State taxes that get subsumed within the GST are:

(a) State VAT,

(b) Central Sales Tax,

(c) Purchase Tax,

(d) Luxury Tax,

(e) Entry Tax (All forms),

(f) Entertainment Tax and Amusement Tax (except those levied by the local bodies),

(g) Tax on advertisements,

(h) Tax on lotteries, betting and gambling,

(i) State cesses and surcharges in so far as they relate to the supply of goods and services

How tax is levied in GST?

GST levy is based on the nature of the transaction.  There are two types of supplies.

  • Intra-state 
  • Inter-state

When the location of the supplier and place of supply both are in the same state. It is called intra-state supply.
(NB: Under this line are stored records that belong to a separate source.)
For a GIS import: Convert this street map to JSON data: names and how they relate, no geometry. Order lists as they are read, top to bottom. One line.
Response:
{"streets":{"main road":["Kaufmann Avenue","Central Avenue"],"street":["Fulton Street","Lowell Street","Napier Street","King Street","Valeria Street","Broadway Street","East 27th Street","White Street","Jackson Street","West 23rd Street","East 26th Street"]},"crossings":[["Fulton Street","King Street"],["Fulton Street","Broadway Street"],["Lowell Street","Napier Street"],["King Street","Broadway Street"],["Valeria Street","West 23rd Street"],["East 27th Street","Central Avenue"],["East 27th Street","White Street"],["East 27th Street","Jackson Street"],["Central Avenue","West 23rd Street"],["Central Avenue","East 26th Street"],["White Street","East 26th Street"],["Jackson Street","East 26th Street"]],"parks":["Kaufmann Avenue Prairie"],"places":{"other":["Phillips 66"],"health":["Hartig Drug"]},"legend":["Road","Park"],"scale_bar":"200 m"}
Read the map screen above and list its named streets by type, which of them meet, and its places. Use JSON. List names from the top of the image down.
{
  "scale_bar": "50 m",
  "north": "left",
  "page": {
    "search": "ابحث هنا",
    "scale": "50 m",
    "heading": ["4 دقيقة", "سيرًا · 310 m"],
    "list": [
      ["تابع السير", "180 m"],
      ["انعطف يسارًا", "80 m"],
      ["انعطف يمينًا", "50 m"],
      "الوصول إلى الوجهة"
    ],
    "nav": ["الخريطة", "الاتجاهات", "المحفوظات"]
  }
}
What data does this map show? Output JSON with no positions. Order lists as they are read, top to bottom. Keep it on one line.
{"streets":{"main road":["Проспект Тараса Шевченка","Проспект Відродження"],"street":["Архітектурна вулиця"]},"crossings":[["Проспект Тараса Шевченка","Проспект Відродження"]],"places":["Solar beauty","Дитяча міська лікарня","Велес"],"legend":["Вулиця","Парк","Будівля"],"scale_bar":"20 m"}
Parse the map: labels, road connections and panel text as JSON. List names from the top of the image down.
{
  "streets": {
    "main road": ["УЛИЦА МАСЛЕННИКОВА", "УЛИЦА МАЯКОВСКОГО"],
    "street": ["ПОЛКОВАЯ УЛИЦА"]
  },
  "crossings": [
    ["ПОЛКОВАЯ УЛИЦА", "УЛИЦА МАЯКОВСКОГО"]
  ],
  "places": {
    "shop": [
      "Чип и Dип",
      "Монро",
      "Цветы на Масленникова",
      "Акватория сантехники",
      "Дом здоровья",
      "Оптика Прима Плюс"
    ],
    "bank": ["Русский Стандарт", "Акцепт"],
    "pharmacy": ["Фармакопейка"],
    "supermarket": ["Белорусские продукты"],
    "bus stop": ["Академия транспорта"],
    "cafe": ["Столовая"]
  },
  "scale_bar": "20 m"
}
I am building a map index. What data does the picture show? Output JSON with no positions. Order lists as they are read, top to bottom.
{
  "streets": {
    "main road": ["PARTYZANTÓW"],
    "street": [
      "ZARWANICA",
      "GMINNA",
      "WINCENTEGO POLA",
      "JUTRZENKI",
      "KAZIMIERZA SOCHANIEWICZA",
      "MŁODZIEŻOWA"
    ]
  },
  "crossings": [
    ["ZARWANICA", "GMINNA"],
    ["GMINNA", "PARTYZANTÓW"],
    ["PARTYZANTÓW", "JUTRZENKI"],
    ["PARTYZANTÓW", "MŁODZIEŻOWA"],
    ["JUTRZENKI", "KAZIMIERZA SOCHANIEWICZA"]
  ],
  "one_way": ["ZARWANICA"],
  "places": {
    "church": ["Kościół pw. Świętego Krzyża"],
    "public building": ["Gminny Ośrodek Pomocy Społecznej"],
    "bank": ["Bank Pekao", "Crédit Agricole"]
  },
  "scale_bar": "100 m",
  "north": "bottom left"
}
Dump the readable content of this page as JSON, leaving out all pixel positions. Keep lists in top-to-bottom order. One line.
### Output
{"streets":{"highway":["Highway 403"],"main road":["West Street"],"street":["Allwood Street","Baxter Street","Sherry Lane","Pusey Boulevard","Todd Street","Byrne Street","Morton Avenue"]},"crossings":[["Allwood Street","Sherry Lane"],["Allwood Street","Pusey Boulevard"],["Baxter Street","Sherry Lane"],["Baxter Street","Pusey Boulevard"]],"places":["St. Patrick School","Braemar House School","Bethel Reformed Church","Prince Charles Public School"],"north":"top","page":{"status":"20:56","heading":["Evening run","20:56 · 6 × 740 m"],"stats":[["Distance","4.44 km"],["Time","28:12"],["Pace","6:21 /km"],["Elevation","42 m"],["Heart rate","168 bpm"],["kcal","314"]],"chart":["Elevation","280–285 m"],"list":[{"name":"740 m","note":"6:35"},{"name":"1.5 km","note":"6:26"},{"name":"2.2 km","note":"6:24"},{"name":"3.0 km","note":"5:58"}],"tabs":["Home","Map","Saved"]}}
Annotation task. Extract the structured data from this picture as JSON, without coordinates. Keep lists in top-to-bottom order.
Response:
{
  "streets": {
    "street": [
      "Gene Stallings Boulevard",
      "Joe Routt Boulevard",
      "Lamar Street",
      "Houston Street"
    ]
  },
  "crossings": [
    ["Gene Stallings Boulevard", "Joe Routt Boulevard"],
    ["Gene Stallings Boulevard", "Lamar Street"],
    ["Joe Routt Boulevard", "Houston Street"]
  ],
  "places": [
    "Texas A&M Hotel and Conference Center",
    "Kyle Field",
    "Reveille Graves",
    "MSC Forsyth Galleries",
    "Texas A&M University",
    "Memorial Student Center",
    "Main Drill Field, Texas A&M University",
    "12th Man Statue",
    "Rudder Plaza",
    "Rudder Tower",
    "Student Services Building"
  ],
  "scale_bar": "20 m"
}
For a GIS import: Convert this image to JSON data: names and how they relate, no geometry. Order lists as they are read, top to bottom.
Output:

In this case CGST and SGST are levied. Generally the rate of CGST and SGST is half od IGST. They combine equate IGST. CGST is a portion of the center’s share in the tax of a particular transaction. SGST is the state’s share in tax for a transaction. You can see in the image how it works.


In the case of Inter- state supply only one tax is levied. But IGST covers some other scenarios also. In the following cases IGST is levied:

  • When the location of the supplier is in different state fro the state of the place of supply
  • Exports from India are always treated as inter state supply
  • Import into the territory of India are also treated as inter state supply
  • Supply to SEZ unit or developer is also treated as inter-state supply

In all of the above cases, IGST is levied. 


How to decide the amount of tax payable under GST?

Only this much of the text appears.